The by-election result should not be looked at in isolation. It follows Labour's disastrous council election results, victory for Boris Johnson in London, and consistently poor opinion polls. The result was undoubtedly made worse by the ridiculous 'class war' campaign fought by Labour, a tactic which regrettably has caused great damage to the reputation of their candidate, Tamsin Dunwoody. Even if she is retained for the General Election, her crass tribal campaign has transformed her into badly damaged goods. So its not a one-off. It was part of a trend. Question now is whether the Labour 'movement' is just going to carry on driving down what looks like a downward spiral to defeat, or is there going to be some attempt to take control of the steering wheel. In particular, will there be a change of driver.
There's lots of discussion in today's papers about replacing Gordon Brown as Prime Minister, but at present, I just don't believe it. Of course, if things have not improved for Labour by October, it could well be a different story altogether. Today, most Labour MPs and activists still believe that the Party can recover in time to win a General Election. As time goes on, without improvement in Labour's prospects, this belief will gradually evaporate. The biggest impact of the by-election on Labour was that it accelerated the undermining of this belief in the prospect for recovery.

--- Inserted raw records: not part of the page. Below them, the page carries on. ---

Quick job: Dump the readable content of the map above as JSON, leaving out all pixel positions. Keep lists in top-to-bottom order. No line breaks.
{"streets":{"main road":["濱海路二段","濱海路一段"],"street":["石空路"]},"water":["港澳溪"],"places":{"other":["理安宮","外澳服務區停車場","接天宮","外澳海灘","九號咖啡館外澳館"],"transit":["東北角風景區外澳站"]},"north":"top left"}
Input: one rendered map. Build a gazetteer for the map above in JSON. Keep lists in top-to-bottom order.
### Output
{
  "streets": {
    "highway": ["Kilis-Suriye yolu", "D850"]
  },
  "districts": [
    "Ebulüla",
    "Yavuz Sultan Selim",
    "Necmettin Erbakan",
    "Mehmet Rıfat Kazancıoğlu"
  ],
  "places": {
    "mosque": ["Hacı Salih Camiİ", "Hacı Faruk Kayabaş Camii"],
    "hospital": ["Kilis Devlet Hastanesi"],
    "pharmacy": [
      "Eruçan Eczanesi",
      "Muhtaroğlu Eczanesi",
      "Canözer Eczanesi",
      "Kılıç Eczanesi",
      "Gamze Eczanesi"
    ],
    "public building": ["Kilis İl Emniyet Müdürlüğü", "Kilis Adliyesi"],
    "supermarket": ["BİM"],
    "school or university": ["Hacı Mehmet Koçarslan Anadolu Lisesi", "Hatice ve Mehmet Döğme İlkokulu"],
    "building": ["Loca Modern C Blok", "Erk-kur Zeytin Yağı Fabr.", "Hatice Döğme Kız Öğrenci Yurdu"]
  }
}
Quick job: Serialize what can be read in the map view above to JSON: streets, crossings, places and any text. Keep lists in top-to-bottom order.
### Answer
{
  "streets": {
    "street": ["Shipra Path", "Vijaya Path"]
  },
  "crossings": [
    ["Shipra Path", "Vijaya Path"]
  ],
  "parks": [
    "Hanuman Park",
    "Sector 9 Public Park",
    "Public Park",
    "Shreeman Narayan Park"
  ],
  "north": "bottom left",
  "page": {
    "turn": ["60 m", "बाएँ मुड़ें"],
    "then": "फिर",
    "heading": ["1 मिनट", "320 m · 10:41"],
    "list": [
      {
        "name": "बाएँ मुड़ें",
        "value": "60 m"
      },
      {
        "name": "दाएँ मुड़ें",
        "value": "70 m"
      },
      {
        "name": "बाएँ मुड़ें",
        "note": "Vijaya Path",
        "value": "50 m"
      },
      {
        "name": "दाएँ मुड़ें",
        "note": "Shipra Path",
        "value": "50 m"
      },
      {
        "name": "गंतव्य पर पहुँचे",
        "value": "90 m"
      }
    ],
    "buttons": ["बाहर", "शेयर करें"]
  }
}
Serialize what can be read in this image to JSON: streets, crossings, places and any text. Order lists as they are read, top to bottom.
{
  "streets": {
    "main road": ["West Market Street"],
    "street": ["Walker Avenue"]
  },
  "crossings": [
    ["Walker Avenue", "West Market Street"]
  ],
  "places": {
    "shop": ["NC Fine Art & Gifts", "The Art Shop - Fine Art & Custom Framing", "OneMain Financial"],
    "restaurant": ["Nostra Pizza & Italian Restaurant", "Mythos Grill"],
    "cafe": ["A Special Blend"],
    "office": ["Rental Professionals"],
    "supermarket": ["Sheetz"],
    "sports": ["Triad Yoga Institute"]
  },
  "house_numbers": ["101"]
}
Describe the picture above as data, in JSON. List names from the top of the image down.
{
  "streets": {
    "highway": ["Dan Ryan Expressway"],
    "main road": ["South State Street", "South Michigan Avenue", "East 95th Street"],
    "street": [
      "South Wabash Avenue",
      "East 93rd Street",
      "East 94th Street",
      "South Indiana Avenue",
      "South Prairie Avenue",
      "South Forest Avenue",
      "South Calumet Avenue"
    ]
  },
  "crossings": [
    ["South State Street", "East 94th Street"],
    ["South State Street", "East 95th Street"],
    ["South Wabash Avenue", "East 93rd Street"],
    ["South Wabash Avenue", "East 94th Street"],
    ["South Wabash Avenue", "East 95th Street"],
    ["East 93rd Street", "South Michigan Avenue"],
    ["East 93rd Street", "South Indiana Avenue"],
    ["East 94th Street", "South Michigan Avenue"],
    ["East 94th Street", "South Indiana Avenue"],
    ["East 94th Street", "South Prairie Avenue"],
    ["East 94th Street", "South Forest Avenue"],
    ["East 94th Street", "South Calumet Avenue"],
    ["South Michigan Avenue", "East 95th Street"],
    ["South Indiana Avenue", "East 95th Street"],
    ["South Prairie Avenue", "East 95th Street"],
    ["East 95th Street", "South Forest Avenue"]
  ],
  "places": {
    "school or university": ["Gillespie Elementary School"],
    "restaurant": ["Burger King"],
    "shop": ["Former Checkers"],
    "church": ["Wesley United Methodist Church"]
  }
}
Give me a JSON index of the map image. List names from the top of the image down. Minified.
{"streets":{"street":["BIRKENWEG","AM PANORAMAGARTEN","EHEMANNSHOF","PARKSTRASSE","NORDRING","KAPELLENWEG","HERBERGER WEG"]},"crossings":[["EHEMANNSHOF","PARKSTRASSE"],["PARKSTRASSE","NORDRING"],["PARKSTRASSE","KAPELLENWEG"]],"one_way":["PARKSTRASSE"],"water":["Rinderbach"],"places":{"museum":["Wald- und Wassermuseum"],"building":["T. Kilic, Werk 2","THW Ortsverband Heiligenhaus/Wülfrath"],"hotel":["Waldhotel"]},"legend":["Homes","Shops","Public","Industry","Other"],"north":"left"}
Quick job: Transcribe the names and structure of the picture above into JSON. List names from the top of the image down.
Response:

The result also had a big impact on my Party. It gave us confidence that we can win the next election. We've watched the opinion polls and the local elections over recent weeks, but this was a real Parliamentary by-election. Crewe and Nantwich was thought to be a rock solid Labour seat. And the Liberal Democrats, specialist by-election scavengers par excellence just sunk without trace. If Crewe and Nantwich is ready to vote for David Cameron as our Prime Minister, then most of Britain is. The result has created belief. Of course, there remains a huge amount of work and preparation ahead of us, but the by-election was an important milestone in belief-creation.
Now what does it mean for Wales? Devolution means that no longer can we accept 'For England, read Wales.' But there are important similarities. Rhodri Morgan's style is as tribal as Labour's by-election campaign. His whole demeanor in the National Assembly is similarly dismissive of opponents as that of Gordon Brown. And Labour is treating the First Minister role, as almost nothing to do with the voters. The First Minister is deciding on a retirement date that suits his own personal convenience, and his potential successors are just playing along with his personal wishes (except Huw Lewis that is). Voters didn't like the way Gordon Brown is orchastrating this, and they won't like the way Welsh Labour is treating the Welsh 'premiership' as their own fiefdom either. What we could really do with is a by-election in Wales to expose all this. All in all, its been a very good month for us, as long as we don't take anything for granted.